[Task]
Every line of the following records that includes "position" should be copied.
-------- Data shown --------
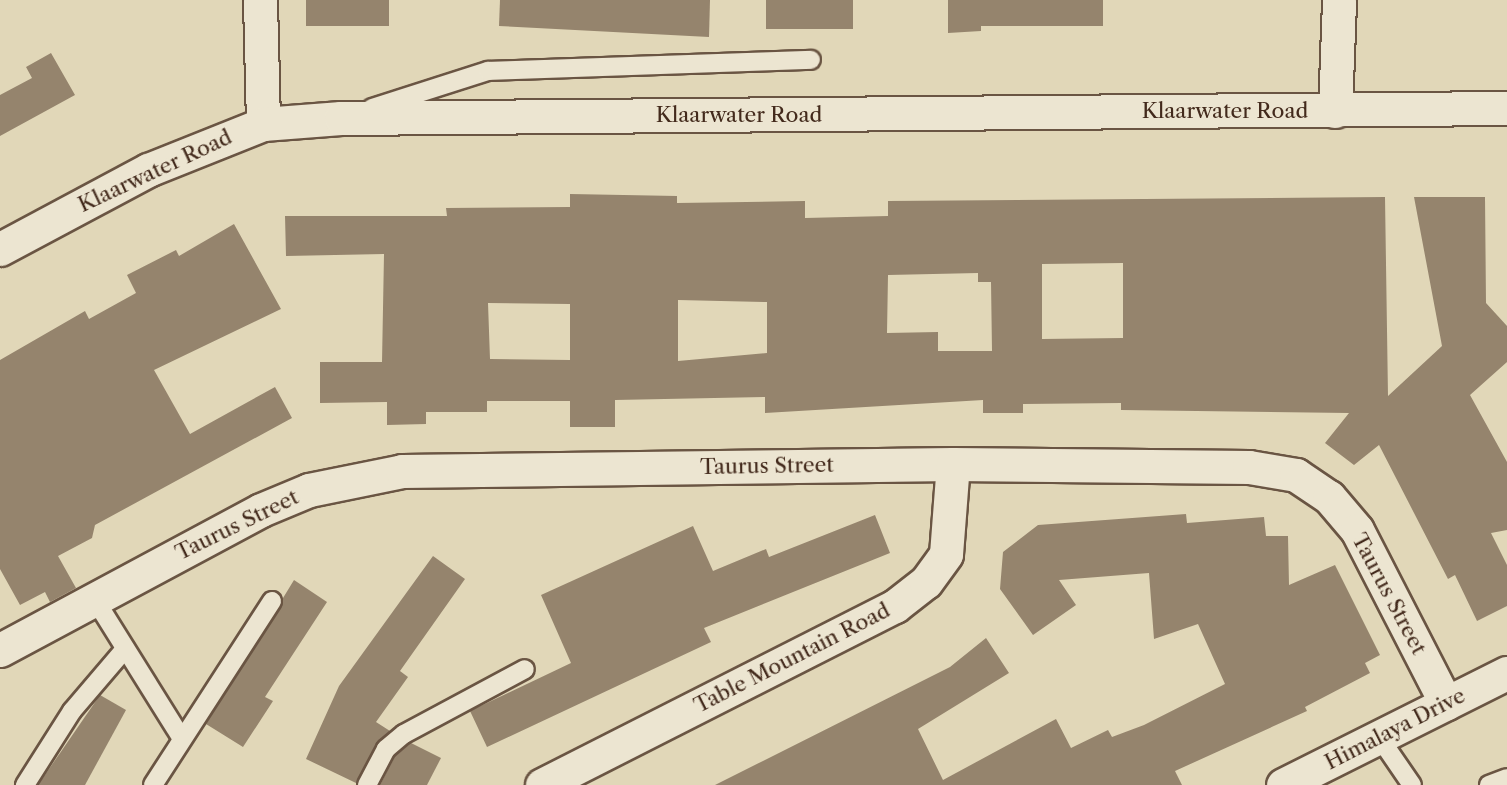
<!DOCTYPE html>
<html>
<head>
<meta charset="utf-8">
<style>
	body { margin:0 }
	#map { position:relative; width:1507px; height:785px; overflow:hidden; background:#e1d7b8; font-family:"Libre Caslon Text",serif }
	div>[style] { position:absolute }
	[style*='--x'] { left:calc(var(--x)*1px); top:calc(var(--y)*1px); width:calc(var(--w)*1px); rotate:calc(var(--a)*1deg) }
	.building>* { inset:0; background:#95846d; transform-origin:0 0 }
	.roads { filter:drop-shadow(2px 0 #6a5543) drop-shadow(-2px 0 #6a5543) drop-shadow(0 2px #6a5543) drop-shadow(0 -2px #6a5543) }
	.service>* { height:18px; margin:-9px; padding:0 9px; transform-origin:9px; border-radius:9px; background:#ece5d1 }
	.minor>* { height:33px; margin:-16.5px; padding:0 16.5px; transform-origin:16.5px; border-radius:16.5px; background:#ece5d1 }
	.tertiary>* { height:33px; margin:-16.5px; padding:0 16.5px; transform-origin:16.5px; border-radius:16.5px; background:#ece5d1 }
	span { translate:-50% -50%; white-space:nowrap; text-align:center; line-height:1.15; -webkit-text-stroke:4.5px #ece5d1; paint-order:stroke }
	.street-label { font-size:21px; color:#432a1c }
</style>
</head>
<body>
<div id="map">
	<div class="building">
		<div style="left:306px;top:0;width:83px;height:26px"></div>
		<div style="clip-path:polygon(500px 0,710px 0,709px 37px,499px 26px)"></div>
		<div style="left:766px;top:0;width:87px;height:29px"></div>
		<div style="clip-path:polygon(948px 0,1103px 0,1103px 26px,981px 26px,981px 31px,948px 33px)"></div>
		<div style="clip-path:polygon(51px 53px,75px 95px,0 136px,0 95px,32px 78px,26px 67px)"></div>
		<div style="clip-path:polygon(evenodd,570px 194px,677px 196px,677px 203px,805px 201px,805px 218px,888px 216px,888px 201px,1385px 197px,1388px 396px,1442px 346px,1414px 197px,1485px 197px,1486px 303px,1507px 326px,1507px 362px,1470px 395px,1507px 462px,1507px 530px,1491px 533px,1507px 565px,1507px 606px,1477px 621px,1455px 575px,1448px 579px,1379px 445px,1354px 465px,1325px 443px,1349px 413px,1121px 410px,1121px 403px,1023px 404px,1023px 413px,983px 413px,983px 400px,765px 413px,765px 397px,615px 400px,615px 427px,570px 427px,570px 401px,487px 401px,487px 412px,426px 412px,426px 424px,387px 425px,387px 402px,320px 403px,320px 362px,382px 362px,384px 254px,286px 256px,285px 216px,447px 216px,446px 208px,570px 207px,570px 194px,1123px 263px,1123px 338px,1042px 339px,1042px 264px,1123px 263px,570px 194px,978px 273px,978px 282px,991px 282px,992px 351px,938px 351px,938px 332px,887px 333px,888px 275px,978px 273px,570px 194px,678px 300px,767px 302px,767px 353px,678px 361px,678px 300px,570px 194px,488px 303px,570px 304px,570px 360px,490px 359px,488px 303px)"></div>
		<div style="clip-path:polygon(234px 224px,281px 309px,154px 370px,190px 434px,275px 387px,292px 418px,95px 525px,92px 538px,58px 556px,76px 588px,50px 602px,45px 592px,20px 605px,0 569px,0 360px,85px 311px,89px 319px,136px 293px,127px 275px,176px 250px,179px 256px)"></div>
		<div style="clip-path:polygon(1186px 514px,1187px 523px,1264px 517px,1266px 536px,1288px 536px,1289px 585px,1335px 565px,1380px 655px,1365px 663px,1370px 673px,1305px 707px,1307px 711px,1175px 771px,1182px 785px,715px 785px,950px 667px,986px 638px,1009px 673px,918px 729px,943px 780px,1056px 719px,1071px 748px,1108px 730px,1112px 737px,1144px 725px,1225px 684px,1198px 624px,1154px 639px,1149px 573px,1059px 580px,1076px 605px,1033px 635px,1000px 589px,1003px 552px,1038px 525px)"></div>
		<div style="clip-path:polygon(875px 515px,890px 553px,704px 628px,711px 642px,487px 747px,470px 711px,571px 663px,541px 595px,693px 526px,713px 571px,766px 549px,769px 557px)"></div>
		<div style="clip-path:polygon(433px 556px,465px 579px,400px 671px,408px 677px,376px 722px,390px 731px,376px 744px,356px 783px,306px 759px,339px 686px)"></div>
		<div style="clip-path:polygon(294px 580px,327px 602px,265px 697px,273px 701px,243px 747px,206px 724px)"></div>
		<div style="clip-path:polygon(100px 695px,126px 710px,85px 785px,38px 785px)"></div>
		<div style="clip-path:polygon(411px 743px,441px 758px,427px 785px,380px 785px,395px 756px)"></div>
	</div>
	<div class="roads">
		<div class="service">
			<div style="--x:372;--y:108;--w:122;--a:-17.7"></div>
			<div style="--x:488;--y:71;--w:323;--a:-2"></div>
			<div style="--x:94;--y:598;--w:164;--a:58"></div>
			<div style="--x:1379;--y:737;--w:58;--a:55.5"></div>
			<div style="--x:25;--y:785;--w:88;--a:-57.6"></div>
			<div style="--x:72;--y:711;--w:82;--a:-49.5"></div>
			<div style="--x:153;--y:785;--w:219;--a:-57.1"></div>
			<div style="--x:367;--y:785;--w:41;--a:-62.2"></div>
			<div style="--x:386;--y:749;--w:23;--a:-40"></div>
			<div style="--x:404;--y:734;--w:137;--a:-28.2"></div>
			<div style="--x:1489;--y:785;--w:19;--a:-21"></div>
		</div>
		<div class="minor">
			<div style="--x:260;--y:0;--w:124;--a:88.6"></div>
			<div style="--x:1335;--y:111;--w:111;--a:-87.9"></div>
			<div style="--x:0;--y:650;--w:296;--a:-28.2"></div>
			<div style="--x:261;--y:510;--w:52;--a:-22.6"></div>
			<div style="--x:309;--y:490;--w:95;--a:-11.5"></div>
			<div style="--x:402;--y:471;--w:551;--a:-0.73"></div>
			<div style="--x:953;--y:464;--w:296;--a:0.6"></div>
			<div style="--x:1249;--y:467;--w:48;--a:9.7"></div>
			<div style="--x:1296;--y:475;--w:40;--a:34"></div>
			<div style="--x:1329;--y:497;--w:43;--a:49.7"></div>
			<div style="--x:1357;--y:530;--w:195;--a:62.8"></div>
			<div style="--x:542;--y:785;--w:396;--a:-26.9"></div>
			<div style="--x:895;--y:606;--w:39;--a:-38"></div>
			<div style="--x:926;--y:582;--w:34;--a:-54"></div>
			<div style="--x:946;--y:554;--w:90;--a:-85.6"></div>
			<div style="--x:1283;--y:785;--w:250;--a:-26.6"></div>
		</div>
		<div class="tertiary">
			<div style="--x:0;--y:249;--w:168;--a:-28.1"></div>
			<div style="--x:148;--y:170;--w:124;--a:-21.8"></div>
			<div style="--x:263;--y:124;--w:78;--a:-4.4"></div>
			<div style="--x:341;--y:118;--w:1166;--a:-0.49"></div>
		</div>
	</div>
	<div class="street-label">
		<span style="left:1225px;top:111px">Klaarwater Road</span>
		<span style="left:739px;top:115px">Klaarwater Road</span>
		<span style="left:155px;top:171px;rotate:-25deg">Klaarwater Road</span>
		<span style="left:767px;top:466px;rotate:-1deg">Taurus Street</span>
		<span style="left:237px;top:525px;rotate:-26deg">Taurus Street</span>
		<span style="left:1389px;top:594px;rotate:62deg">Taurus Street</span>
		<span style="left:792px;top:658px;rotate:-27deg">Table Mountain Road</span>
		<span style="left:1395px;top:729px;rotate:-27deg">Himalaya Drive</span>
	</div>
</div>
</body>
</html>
--------
[Worked solution]
	#map { position:relative; width:1507px; height:785px; overflow:hidden; background:#e1d7b8; font-family:"Libre Caslon Text",serif }
	div>[style] { position:absolute }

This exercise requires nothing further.